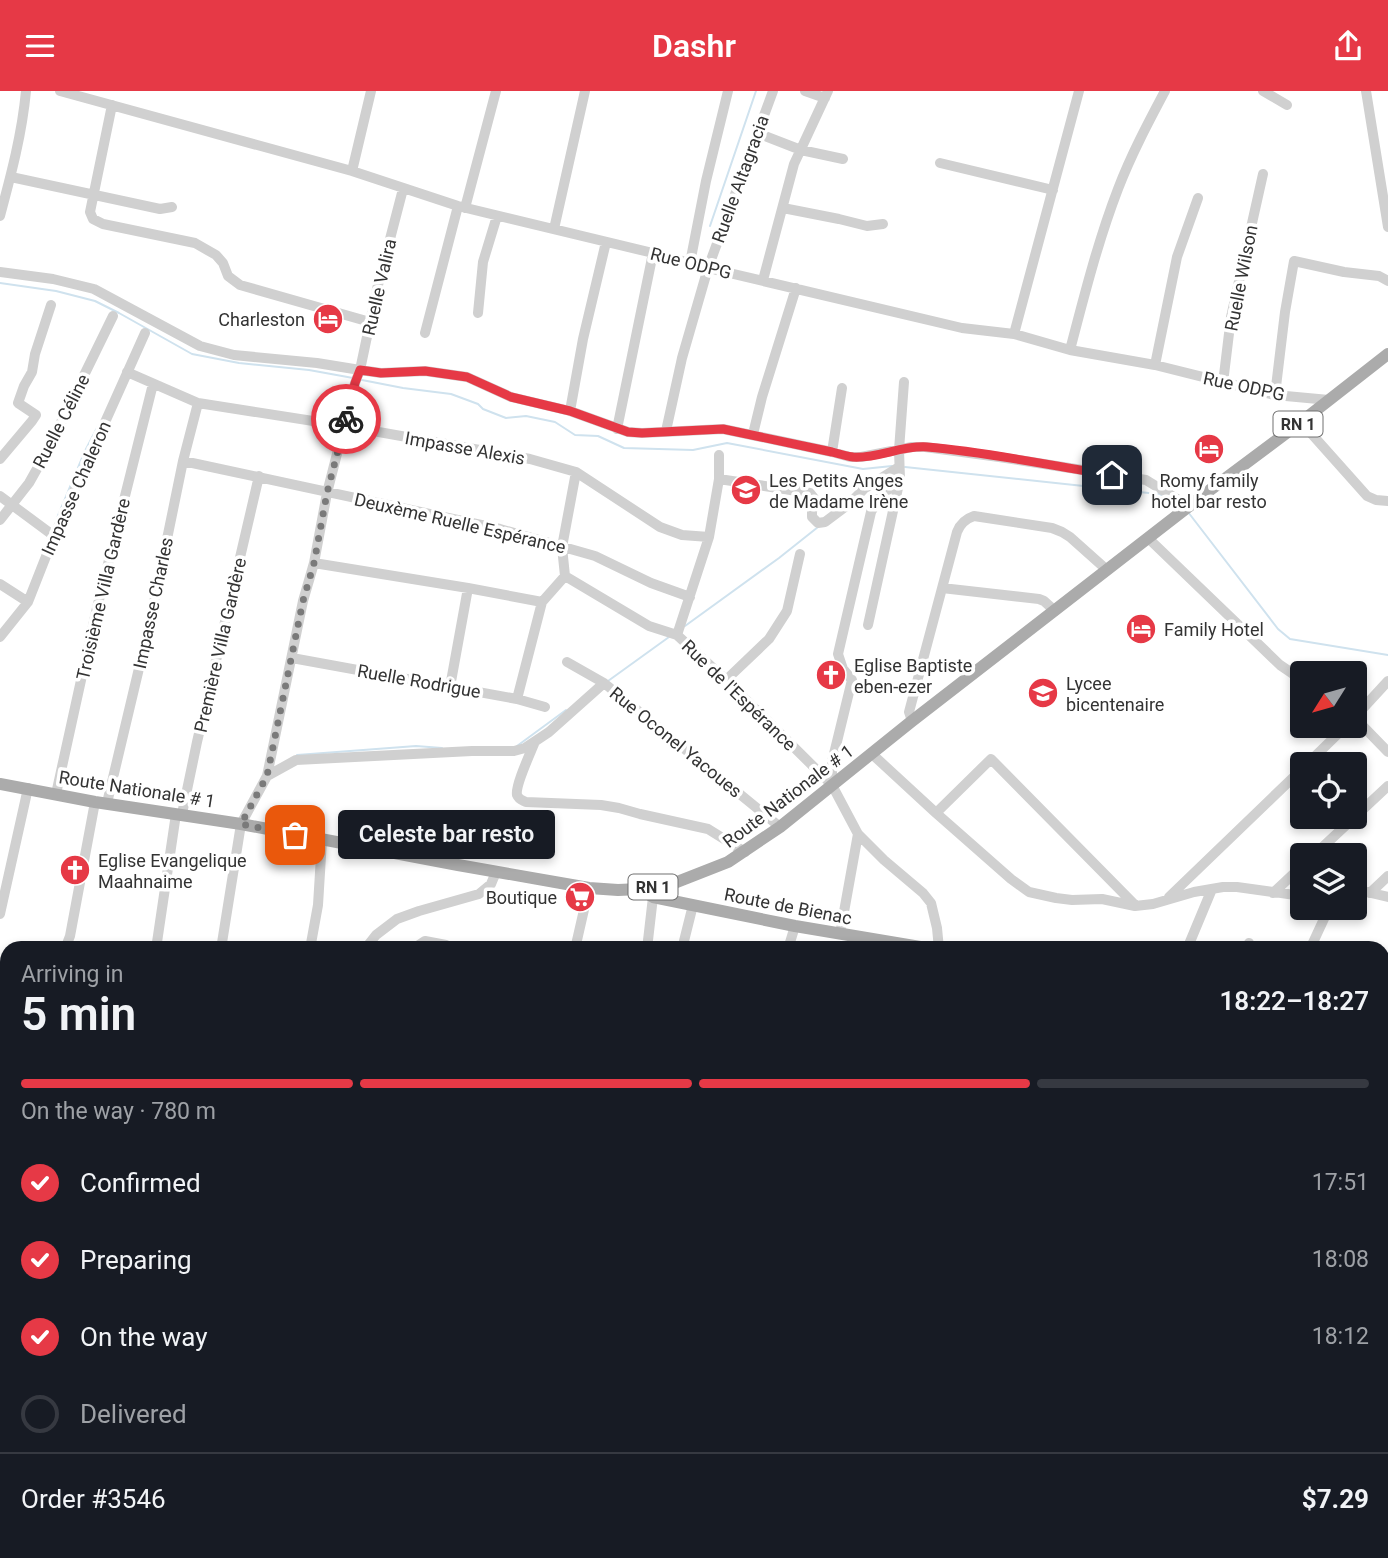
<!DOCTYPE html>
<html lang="en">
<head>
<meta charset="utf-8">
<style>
  body { margin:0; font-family:Roboto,sans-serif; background:#20242c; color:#f1f3f6; height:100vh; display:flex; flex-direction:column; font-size:26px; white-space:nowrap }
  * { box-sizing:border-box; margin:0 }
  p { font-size:23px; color:#9ea1a6 }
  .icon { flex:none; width:38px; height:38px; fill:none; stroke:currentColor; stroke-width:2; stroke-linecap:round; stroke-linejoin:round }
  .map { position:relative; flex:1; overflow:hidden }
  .drawer { position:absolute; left:0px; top:850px; width:1390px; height:618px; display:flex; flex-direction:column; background:#171b24; border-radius:21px 21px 0 0; box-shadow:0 4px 10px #0003 }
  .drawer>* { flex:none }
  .needle { width:46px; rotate:233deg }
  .tools { position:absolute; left:1290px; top:570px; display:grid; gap:14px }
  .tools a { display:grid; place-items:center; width:77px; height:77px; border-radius:7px; background:#171b24; box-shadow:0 4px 10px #0003; font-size:35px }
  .pin { position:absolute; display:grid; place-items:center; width:60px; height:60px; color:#fff; margin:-30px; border-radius:14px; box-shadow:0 4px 10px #0006 }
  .courier { position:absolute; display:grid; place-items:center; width:70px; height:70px; margin:-35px; border:5px solid #e63946; border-radius:50%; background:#fff; color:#222; box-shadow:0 2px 9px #0007 }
  .bubble { position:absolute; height:49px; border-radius:7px; background:#171b24; box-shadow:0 4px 10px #0003; font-size:23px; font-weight:600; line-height:49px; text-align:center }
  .overview em { font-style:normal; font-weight:600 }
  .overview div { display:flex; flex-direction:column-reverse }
  .overview { display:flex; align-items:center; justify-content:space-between; height:119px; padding:0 21px }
  h1 { font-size:46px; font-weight:600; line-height:52px }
  .bar { display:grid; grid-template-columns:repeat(4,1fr); gap:10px 7px; align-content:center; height:84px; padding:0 21px }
  .bar i { height:9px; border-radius:5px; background:#363941 }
  .bar .selected { background:#e63946 }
  .bar p { grid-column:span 4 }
  .line { display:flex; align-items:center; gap:18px; padding:0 21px; border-top:2px solid #363941 }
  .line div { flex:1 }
  ol { padding:0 21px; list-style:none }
  li { display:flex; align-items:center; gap:21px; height:77px }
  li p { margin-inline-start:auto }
  li .icon { padding:7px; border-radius:50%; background:#e63946; color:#fff; stroke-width:4 }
  li:last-child { color:#9ea1a6 }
  li i { width:38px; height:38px; border:4px solid #363941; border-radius:50% }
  header { display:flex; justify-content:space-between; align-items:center; height:91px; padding:0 21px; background:#e63946; color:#fff; font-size:32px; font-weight:600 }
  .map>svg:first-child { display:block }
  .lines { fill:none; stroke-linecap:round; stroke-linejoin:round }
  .stream { stroke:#cfe2ee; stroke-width:2 }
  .minor { stroke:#d0d0d0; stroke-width:10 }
  .major { stroke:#ababab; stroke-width:12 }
  .done { stroke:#7a7a7a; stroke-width:7; stroke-dasharray:0 12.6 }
  .route { stroke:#e63946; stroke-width:9 }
  .labels { text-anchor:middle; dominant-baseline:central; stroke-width:7; stroke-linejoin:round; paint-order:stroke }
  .shield { fill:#fff; stroke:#707070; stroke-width:2 }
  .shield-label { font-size:16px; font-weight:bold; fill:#333 }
  .street-label { font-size:18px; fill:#333; stroke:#fff }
  .poi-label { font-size:18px; fill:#333; stroke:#fff; text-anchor:start }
</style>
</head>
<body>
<header><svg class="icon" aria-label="menu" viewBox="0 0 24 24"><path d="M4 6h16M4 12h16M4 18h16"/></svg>Dashr<svg class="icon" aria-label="share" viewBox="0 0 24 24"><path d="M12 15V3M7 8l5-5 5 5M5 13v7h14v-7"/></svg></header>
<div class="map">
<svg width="1388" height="1467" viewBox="0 0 1388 1467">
  <rect width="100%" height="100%" fill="#fff"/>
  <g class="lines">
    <path class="stream" d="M710,135L756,0
      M0,192L56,200L95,210L119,222L192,263L239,272L309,279L353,287
      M362,289L403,297L451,303L478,313L483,318L506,327L526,325L555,331L575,344L598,345L624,357L693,359L727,352L863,378L892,375
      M905,376L1158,403L1163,405
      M1188,421L1278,538L1290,548L1388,564
      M57,427L85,360L99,333
      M685,535L779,467L818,436
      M608,590L669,546
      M517,655L566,619
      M297,664L416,655L442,657"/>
    <path class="minor" d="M60,0L352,80L458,115L653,162L708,177L962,237L1014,243L1070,259L1155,274L1275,304L1329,309
      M805,0L825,7
      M1263,0L1287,14
      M1366,0L1388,136
      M112,14L90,121L93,128L103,133L195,152L216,164L223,172L228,185L240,194L370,231
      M757,42L801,59L843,68
      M940,72L1053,99
      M352,80L371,0
      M11,86L160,118L172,116
      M403,98L377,198L360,279L381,282L425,280L467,286L511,306L570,320L628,341L642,342L723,338L832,361L850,366H861L912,356H925L999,366L1146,389L1190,416
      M465,117L496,0
      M783,117L839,128L867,135L883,133
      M0,125C11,84 22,43 26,0
      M554,138L585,0
      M690,172L706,90L728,0
      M0,181L53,188L94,198L200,255L234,264L317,272L360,279L355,292L327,402L314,472L303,510L267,685L241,733L221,858
      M763,189L794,73L828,0
      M478,222L483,171L497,125
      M425,242L458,115
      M1014,243L1079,0
      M1070,259C1084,205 1098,150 1118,98C1131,64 1148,32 1165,0
      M1155,274L1177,166L1198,107
      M127,281L198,312L345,335L530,368L576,381L660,436L682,444L709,446
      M1223,292L1231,226L1263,83
      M1275,304L1285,221L1294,170L1344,181L1379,185L1388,190
      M570,320L583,248L606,151
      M1301,331L1367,405L1376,409L1388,410
      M617,338L653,162
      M666,340L682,267L708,177L773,0
      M753,343L762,306L796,197
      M832,361L842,297
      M0,368L32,330L36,324L18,312L24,295L32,281L35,263L51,214
      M183,370L500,438L595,465L651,492L690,506
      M576,381L562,456L565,485L649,535L677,544L726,589L832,694L858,743L884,769L923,802L931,812L937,837L939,858
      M719,388L810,402L814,407L812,421V426L818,432L825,431L849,413L864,398L899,376
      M0,405L54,445
      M0,429L29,392L47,360L113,225
      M1148,447L1280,574L1302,589
      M314,472L468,497L542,511
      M0,493L28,511
      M942,497L1039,508L1044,510L1055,520
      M868,534L900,388L899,359L904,291
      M677,544L709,446L719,388V364
      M0,546L28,511L54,445L145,242
      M292,567L517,608L545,616
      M567,571L604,592L780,736
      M726,589L769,548L787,520L800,463
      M450,596L468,497
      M517,608L542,511L565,485
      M1354,626L1388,661
      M1354,627L1388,590
      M912,630L909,621L957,441C960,433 965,428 974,425L1052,437L1062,441L1070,446L1107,479
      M534,653C530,663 515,695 517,704C519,709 522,709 526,711L601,714L619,717L640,723L708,738L745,761
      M872,663L936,722L1011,788L1029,801L1056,807L1072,809L1102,808L1135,815L1153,813L1194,801L1223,796H1237L1302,805
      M1306,674L1346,635
      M267,685L296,669L472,660H514L525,657L549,641L604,592
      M832,694V671L852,589L843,578L838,563L871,421L879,407L900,388
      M56,703L96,521L153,293
      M107,712L150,531L183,370L198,312
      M936,722L991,668L1135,814
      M182,723L197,651L259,385
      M1313,765L1388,695
      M1354,798L1388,806
      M1273,802L1302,775
      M1370,802L1388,785
      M1169,806L1302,678
      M0,823L28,697
      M840,843L858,743
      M65,858L70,845L95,711
      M156,858L176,723
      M310,858L318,814L322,749
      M365,858L376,844L397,828L419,820L479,803L491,793L496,781
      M413,858L425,850L446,854
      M575,858L589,797
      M647,858L653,806
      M682,858L693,814
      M788,858L795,835
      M1187,858L1212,798
      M1245,858L1249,852
      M1310,858L1329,817
      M1382,878L1388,869
      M1382,911L1388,914
      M1382,1027L1388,1017
      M1382,1145L1388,1141
      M1382,1239L1388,1233
      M1382,1358L1388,1351
      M1382,1443L1388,1441
      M1277,1467L1284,1461
      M1315,1467L1322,1461"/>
    <path class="major" d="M0,693L95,711L241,733L458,774L589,797L618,799L640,798L657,796L677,791L728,771L780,736L912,630L1206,402L1301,331L1388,263
      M640,798L653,806L795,835L932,858
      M1382,1047L1388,1051"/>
  </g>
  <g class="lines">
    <path class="done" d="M295,744L241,733L267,685L303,510L314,472L327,402L346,328"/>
    <path class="route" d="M346,328L355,292L360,279L381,282L425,280L467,286L511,306L570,320L628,341L642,342L723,338L832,361C839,363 846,365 853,366C877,368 902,354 927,356C989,361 1051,375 1112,384"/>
  </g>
  <defs>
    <g id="hotel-disc" transform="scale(1.575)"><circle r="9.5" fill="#e63946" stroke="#fff"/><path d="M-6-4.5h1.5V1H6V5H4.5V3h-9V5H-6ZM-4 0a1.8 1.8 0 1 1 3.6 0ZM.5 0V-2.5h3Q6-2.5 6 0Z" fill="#fff"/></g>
    <g id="school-disc" transform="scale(1.575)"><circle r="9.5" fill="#e63946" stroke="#fff"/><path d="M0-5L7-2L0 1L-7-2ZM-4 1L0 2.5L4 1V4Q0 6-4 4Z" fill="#fff"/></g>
    <g id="church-disc" transform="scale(1.575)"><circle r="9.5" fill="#e63946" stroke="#fff"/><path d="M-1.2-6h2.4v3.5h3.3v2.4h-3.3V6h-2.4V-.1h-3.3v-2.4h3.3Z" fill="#fff"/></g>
    <g id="university-disc" transform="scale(1.575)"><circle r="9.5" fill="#e63946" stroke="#fff"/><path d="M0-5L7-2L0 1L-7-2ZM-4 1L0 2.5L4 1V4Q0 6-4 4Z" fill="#fff"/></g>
    <g id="supermarket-disc" transform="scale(1.575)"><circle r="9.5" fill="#e63946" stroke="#fff"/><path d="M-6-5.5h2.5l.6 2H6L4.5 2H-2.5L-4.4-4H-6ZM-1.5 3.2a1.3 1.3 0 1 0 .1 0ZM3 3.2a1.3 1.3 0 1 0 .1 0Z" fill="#fff"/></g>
  </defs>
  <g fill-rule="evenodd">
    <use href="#hotel-disc" x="328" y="228"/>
    <use href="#hotel-disc" x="1209" y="358"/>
    <use href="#school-disc" x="746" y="399"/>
    <use href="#hotel-disc" x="1141" y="538"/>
    <use href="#church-disc" x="831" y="584"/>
    <use href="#university-disc" x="1043" y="602"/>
    <use href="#church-disc" x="75" y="779"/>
    <use href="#supermarket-disc" x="580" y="806"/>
  </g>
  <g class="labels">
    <g class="shield">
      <rect x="1273.5" y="320.5" width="49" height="25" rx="5"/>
      <rect x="628.5" y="783.5" width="49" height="25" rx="5"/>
    </g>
    <g class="shield-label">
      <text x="1298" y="333">RN 1</text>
      <text x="653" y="796">RN 1</text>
    </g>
    <g class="street-label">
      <text transform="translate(740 88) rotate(-70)">Ruelle Altagracia</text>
      <text transform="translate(691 172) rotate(14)">Rue ODPG</text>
      <text transform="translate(1241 187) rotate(-79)">Ruelle Wilson</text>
      <text transform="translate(379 196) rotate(-77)">Ruelle Valira</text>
      <text transform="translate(1244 295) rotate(12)">Rue ODPG</text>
      <text transform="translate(61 330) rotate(-63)">Ruelle Céline</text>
      <text transform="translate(465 357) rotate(10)">Impasse Alexis</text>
      <text transform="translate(76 397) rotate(-66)">Impasse Chaleron</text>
      <text transform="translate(460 432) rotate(13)">Deuxème Ruelle Espérance</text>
      <text transform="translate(103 498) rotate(-77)">Troisième Villa Gardère</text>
      <text transform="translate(153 512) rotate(-78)">Impasse Charles</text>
      <text transform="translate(220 554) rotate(-77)">Première Villa Gardère</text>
      <text transform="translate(419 590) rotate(10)">Ruelle Rodrigue</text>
      <text transform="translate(739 604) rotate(44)">Rue de l'Espérance</text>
      <text transform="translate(676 651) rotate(39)">Rue Oconel Yacoues</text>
      <text transform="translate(137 698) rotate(9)">Route Nationale # 1</text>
      <text transform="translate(788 705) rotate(-37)">Route Nationale # 1</text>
      <text transform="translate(788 815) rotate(11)">Route de Bienac</text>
    </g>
    <g class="poi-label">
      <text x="305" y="228" text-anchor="end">Charleston</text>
      <text x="769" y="389">Les Petits Anges<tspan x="769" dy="21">de Madame Irène</tspan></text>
      <text x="1209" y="389" text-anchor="middle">Romy family<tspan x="1209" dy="21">hotel bar resto</tspan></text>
      <text x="1164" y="538">Family Hotel</text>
      <text x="854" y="574">Eglise Baptiste<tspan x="854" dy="21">eben-ezer</tspan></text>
      <text x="1066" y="592">Lycee<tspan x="1066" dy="21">bicentenaire</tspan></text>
      <text x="98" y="769">Eglise Evangelique<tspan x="98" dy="21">Maahnaime</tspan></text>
      <text x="557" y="806" text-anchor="end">Boutique</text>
    </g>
  </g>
</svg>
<div class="tools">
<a><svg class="needle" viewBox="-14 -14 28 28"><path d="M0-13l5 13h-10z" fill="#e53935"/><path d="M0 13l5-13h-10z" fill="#9ea1a6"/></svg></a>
<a><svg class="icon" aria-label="locate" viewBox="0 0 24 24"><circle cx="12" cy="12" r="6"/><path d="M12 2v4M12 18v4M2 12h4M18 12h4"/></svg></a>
<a><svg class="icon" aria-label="layers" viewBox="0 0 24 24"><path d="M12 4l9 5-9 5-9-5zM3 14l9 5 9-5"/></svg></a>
</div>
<div class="pin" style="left:295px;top:744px;background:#ea580c"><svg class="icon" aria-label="bag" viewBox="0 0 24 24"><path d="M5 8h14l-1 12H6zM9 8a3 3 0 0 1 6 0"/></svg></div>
<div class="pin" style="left:1112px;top:384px;background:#1f2937"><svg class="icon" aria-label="home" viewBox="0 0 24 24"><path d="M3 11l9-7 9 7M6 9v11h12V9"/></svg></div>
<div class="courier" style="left:346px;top:328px"><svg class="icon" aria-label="bike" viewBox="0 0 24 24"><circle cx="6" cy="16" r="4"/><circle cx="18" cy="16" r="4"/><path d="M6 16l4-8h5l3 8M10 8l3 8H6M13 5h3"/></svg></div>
<div class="bubble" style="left:338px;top:719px;width:217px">Celeste bar resto</div>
<section class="drawer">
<div class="overview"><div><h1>5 min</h1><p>Arriving in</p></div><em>18:22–18:27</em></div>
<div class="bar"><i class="selected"></i><i class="selected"></i><i class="selected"></i><i></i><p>On the way · 780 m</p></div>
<ol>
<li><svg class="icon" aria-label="check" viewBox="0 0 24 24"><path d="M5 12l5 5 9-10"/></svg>Confirmed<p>17:51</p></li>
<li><svg class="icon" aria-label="check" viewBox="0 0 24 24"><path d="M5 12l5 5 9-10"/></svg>Preparing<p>18:08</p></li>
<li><svg class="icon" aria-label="check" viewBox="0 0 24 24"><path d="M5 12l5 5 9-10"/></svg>On the way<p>18:12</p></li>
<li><i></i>Delivered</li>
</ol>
<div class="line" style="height:91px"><div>Order #3546</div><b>$7.29</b></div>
</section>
</div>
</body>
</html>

*Work required:* Identify each line of the material where the word "tools" shows up, and copy it.

*Answer space:*
  .tools { position:absolute; left:1290px; top:570px; display:grid; gap:14px }
  .tools a { display:grid; place-items:center; width:77px; height:77px; border-radius:7px; background:#171b24; box-shadow:0 4px 10px #0003; font-size:35px }
<div class="tools">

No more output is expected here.